13 de febrero de 1937 – 19 de enero de 2013

El reverendo canónigo Fernando C. Gómez, sacerdote de larga trayectoria en la diócesis y antiguo vicario de la iglesia de La Magdalena en Glendale, falleció el 19 de enero a los 75 años.

Al canónigo Gómez le sobreviven Adela, su esposa durante 50 años, su hijo Antonio, su hija Mónica y sus respectivas familias.

La Eucaristía de Réquiem se celebró el 23 de febrero en el Centro Catedralicio de San Pablo. El obispo diocesano J. Jon Bruno presidió la ceremonia.

El ministerio ordenado del canónigo Gómez abarcó 50 años e incluyó liderazgo estratégico en contextos bilingües e hispanos, así como en el movimiento Cursillo. Se jubiló de La Magdalena en 2002, tras haber ejercido como vicario desde 1983. En ese entonces, también se desempeñó como director de Casa Rusack, un centro de ministerio latino fundado en la década de 1980 y posteriormente integrado a programas diocesanos. Además, fue capellán voluntario en la Cárcel Central de Hombres de Los Ángeles. En 1993, el obispo Frederick H. Borsch lo nombró canónigo honorario del Centro de la Catedral.

Fernando Catalino Gómez nació el 13 de febrero de 1937 en Guantánamo, Cuba. Se licenció en teología en el Seminario Unión de Matanzas, Cuba, y fue ordenado diácono y sacerdote por el obispo cubano Romualdo González. Sirvió en varias congregaciones en Cuba antes de colaborar, entre 1969 y 1970, en el personal de la catedral anglicana de Madrid. En 1970 se convirtió en sacerdote obrero a cargo del ministerio hispano en la Iglesia del Mesías de Santa Ana, y posteriormente fue vicario parroquial de la Congregación de San Atanasio en Echo Park, entre 1971 y 1977. Después, fue vicario de la antigua congregación de la Resurrección en Los Ángeles, antes de ser nombrado párroco de La Magdalena en Glendale.

En 1985, también fue nombrado miembro del equipo pastoral como vicario de la parroquia de la Sagrada Familia en North Hollywood.
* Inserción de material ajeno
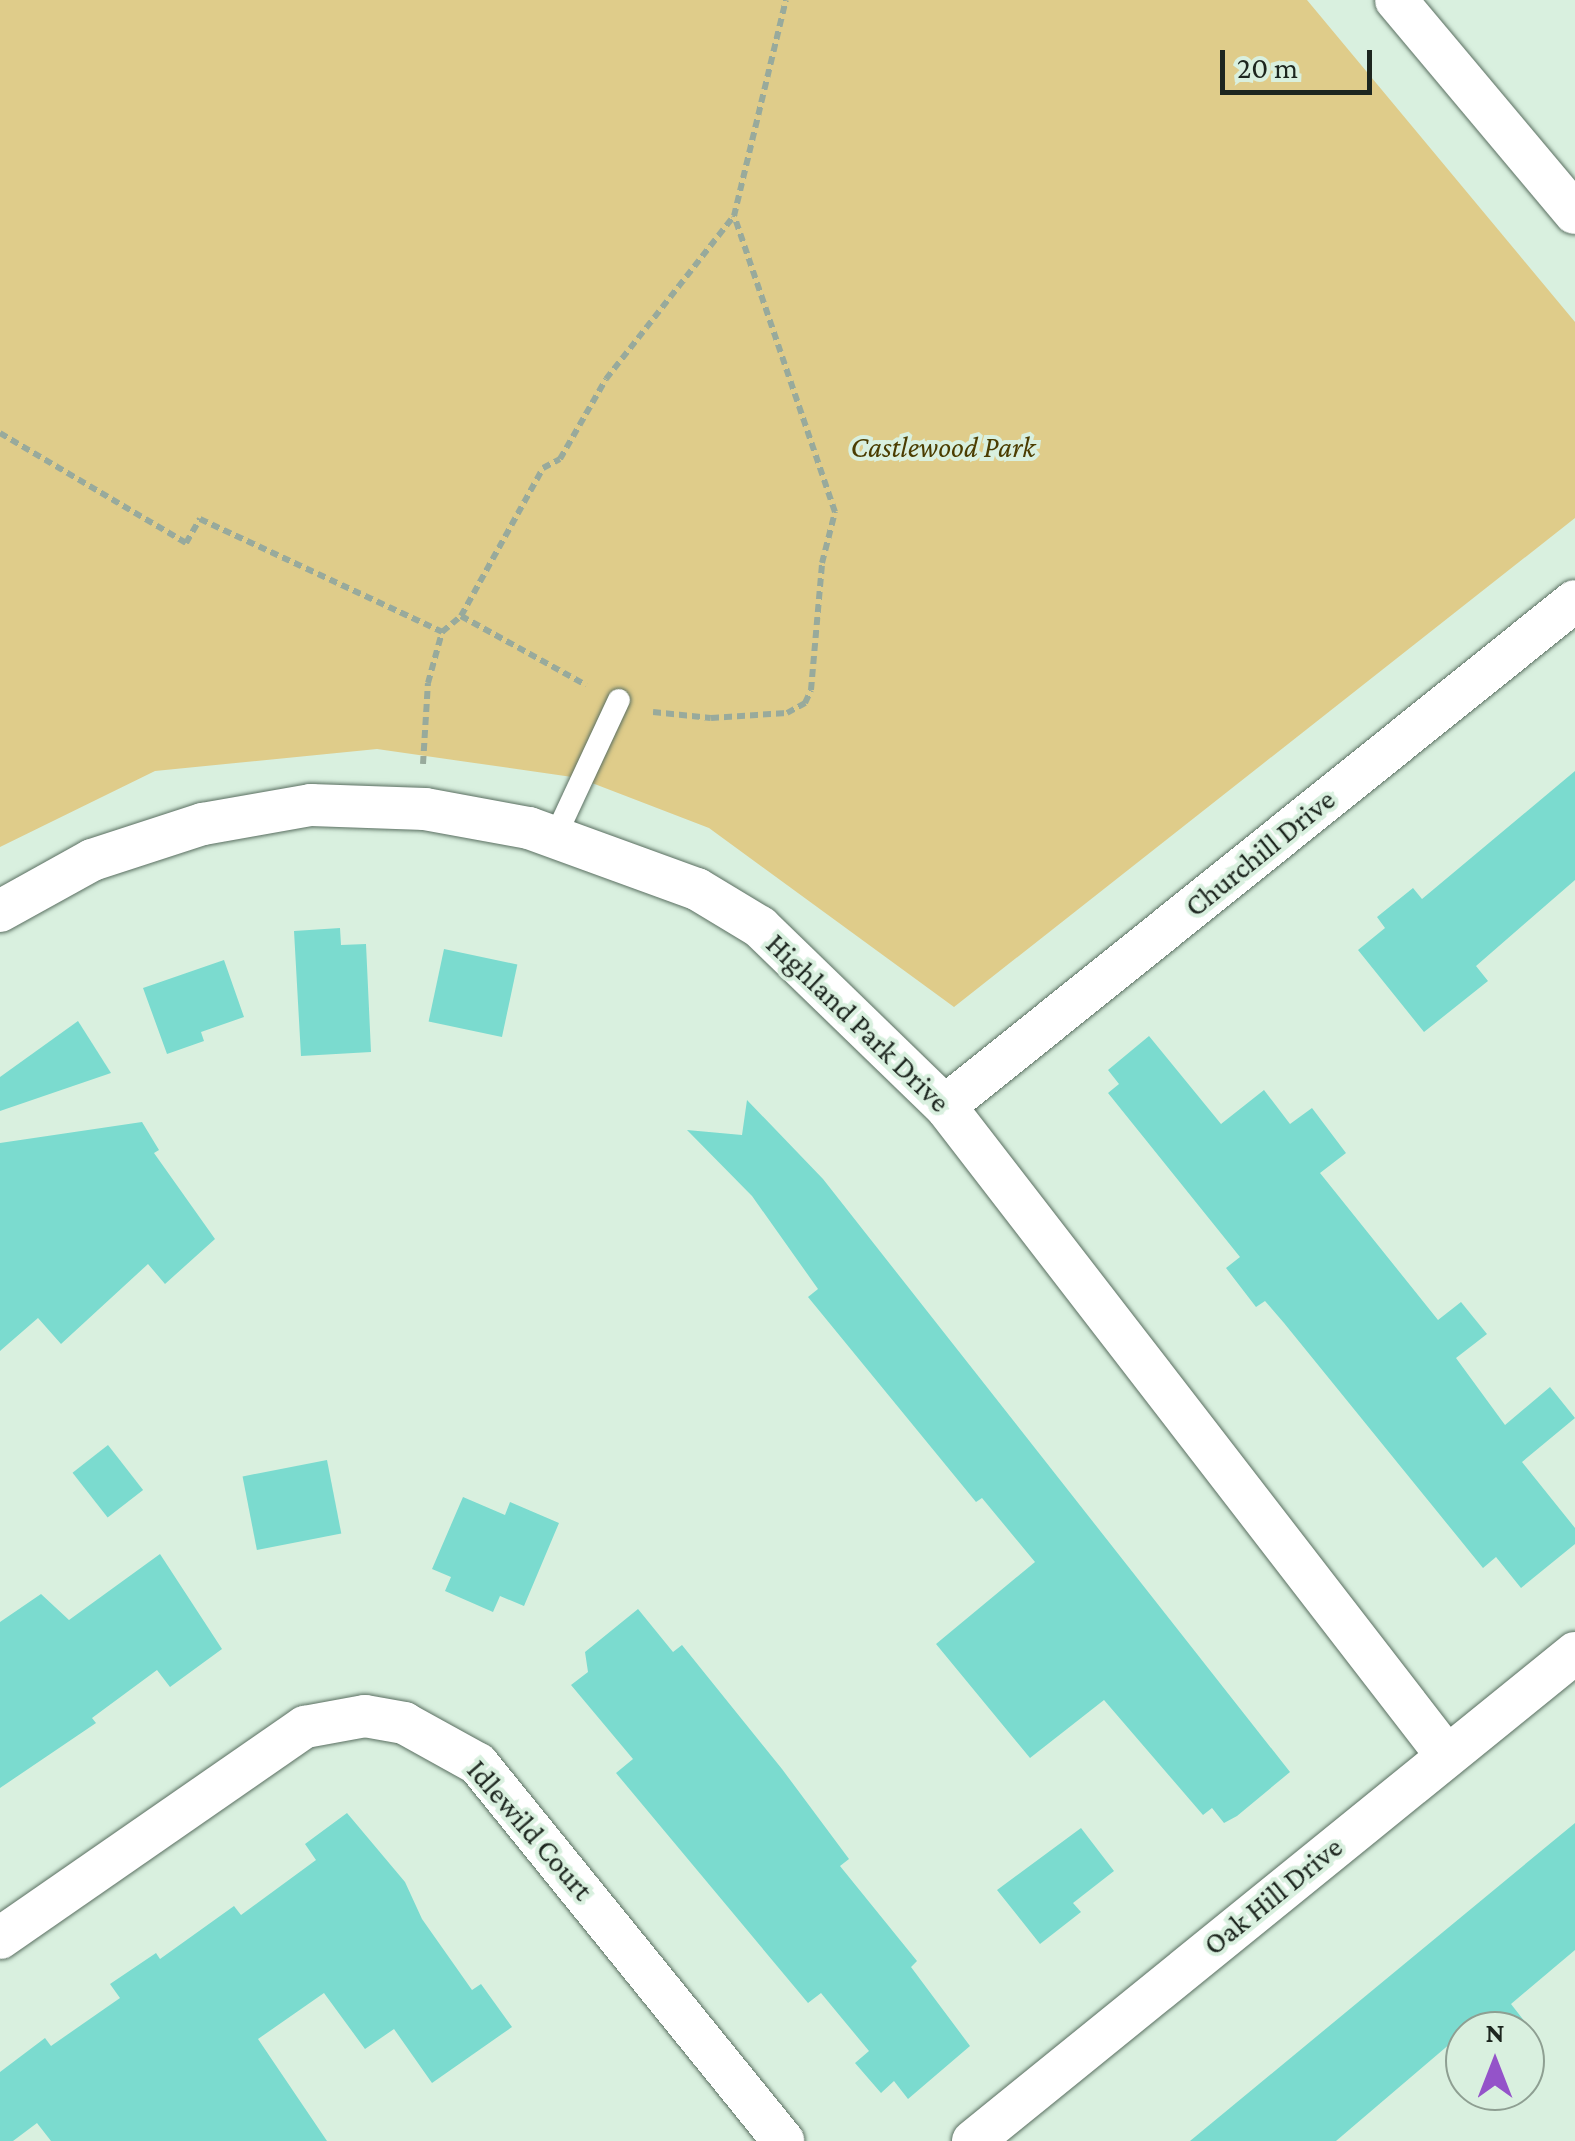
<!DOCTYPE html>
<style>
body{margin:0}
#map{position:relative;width:1575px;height:2141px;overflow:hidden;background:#d9f0df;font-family:"Crimson Pro",serif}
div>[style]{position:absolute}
.green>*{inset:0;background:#dfcc8a}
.building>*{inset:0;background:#7bdbcf;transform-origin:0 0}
.path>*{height:6px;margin-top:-3px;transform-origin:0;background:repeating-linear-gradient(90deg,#98aa9c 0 8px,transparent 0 13px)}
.roads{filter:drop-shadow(0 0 2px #5a6f61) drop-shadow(0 0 2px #5a6f61)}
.service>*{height:22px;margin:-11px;padding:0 11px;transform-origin:11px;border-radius:11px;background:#fff}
.minor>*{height:42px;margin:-21px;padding:0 21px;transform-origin:21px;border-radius:21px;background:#fff}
span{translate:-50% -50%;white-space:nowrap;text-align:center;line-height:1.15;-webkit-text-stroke:8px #d9f0df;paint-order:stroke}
.park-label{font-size:30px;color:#4b3d01;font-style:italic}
.street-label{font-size:30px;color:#1d261f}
.north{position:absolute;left:1445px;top:2011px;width:100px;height:100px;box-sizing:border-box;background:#d9f0df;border:2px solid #8e9f92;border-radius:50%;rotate:0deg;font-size:28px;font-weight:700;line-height:40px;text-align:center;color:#1d261f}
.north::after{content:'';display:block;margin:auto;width:35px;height:45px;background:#9453c9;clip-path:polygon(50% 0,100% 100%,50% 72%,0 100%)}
.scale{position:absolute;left:1220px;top:50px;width:152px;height:45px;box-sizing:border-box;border:5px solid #1d261f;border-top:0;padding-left:12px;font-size:30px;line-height:35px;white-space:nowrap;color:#1d261f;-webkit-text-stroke:8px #d9f0df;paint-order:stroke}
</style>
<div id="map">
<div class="green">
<div style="clip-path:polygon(0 0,1307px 0,1575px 322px,1575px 518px,954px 1007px,709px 828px,579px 778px,377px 749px,155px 771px,0 847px)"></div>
</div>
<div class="building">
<div style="clip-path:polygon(1575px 771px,1575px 880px,1476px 966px,1488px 981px,1424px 1032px,1358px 950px,1385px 928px,1377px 917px,1413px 888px,1422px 899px)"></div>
<div style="clip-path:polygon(340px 928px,341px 945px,366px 944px,371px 1052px,301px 1056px,294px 931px)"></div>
<div style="left:444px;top:949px;width:75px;height:74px;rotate:12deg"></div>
<div style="clip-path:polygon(224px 960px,244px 1017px,201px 1032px,204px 1041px,167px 1054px,143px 988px)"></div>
<div style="clip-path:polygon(78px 1021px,111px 1073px,0 1111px,0 1077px)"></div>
<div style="clip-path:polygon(1149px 1036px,1221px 1124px,1264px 1090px,1290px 1124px,1312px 1108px,1346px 1153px,1320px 1173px,1438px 1320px,1461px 1302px,1487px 1334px,1456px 1358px,1505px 1425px,1550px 1387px,1575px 1418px,1522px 1462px,1575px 1528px,1575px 1544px,1521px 1588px,1496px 1557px,1483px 1568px,1284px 1323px,1265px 1301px,1256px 1307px,1226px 1268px,1240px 1257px,1108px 1093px,1119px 1084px,1108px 1070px)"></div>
<div style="clip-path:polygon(747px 1100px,823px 1179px,1290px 1772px,1237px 1816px,1224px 1823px,1212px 1808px,1203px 1815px,1104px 1700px,1030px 1758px,936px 1644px,1035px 1562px,982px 1498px,976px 1502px,808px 1297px,818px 1289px,752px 1196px,687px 1130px,742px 1135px)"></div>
<div style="clip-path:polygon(142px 1122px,159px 1150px,154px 1153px,215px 1239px,165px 1284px,148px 1264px,61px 1344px,38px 1318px,0 1351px,0 1143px)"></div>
<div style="left:108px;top:1445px;width:57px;height:45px;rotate:52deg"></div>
<div style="left:327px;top:1460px;width:75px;height:86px;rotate:79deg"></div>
<div style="clip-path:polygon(463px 1497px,505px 1515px,510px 1502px,559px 1523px,524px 1606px,500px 1596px,493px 1612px,445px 1591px,451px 1577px,432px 1569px)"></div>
<div style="clip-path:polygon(160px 1554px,222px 1649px,170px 1687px,157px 1670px,92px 1718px,96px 1723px,0 1788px,0 1622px,41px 1594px,69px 1620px)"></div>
<div style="clip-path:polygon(638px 1609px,673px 1652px,682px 1645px,782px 1769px,849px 1859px,840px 1866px,917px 1961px,911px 1967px,970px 2046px,908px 2099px,894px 2081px,881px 2093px,855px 2063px,869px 2051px,821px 1993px,808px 2003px,616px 1773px,633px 1759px,571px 1685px,588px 1672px,585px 1652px)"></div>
<div style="clip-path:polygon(347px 1813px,405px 1882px,422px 1919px,472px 1990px,481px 1984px,512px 2027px,432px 2083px,394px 2029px,365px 2049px,324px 1993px,258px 2039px,327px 2141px,51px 2141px,37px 2123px,13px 2141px,0 2141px,0 2072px,45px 2038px,51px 2046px,120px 1998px,110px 1984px,156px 1953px,160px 1959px,234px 1906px,241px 1915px,316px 1860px,305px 1844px)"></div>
<div style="clip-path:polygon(1575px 1823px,1575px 1950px,1511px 2004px,1532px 2031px,1465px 2031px,1336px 2141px,1190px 2141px)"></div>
<div style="clip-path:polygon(1081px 1828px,1114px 1871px,1073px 1903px,1081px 1912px,1040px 1944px,997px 1890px)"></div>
</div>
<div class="path">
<div style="left:0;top:433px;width:216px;rotate:30.6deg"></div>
<div style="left:186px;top:543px;width:28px;rotate:-60deg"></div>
<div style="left:200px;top:519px;width:267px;rotate:25deg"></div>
<div style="left:442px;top:632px;width:25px;rotate:-40deg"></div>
<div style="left:461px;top:616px;width:169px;rotate:-61deg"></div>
<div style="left:543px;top:468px;width:19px;rotate:-28deg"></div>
<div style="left:560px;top:459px;width:92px;rotate:-60.1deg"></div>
<div style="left:606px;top:379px;width:207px;rotate:-51.9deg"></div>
<div style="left:461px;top:616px;width:143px;rotate:28.9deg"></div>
<div style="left:653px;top:712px;width:58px;rotate:5.9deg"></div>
<div style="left:711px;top:718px;width:76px;rotate:-3.8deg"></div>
<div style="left:787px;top:713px;width:21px;rotate:-29deg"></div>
<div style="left:805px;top:703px;width:14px;rotate:-65deg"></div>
<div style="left:811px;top:690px;width:127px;rotate:-85deg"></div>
<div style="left:822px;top:563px;width:53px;rotate:-75.7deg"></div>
<div style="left:835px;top:512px;width:313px;rotate:-108.8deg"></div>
<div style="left:734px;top:216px;width:222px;rotate:-76.5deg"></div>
<div style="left:423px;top:764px;width:81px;rotate:-86.5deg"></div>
<div style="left:428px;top:683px;width:53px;rotate:-74.6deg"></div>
</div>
<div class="roads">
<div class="service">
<div style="left:555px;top:837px;width:151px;rotate:-65deg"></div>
</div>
<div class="minor">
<div style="left:1396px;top:0;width:278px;rotate:50deg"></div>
<div style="left:0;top:911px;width:105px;rotate:-29deg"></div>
<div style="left:92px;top:860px;width:117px;rotate:-18deg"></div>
<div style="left:203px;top:824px;width:110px;rotate:-10deg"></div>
<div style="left:311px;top:805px;width:114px;rotate:2deg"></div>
<div style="left:425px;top:809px;width:106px;rotate:10.4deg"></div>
<div style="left:529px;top:828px;width:179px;rotate:20deg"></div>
<div style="left:697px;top:889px;width:74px;rotate:31.1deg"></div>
<div style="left:760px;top:927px;width:257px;rotate:44.1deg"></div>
<div style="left:945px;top:1106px;width:820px;rotate:52.33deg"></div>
<div style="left:945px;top:1106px;width:807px;rotate:-38.72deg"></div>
<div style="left:0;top:1938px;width:371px;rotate:-34.7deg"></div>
<div style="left:305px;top:1727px;width:61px;rotate:-10.4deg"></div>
<div style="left:365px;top:1716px;width:40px;rotate:10deg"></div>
<div style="left:404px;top:1723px;width:85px;rotate:29deg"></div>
<div style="left:478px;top:1764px;width:485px;rotate:51deg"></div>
<div style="left:973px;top:2141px;width:775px;rotate:-39.03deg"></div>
</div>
</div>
<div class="park-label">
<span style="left:943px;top:447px">Castlewood Park</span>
</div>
<div class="street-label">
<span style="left:1260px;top:853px;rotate:-39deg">Churchill Drive</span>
<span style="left:858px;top:1023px;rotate:44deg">Highland Park Drive</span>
<span style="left:530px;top:1830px;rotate:49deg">Idlewild Court</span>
<span style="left:1273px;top:1896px;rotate:-39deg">Oak Hill Drive</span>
</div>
<div class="north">N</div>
<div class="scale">20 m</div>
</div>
El canónigo Gómez fue miembro durante mucho tiempo del Grupo Diocesano del Programa de Ministerios Hispanos y de su predecesora, la Comisión Hispana, además de servir como asesor espiritual en la Secretaría del Cursillo. Fue miembro de la Asociación Hispana Ecuménica para la Educación Teológica y participó en el Comité de Planificación de Lambeth.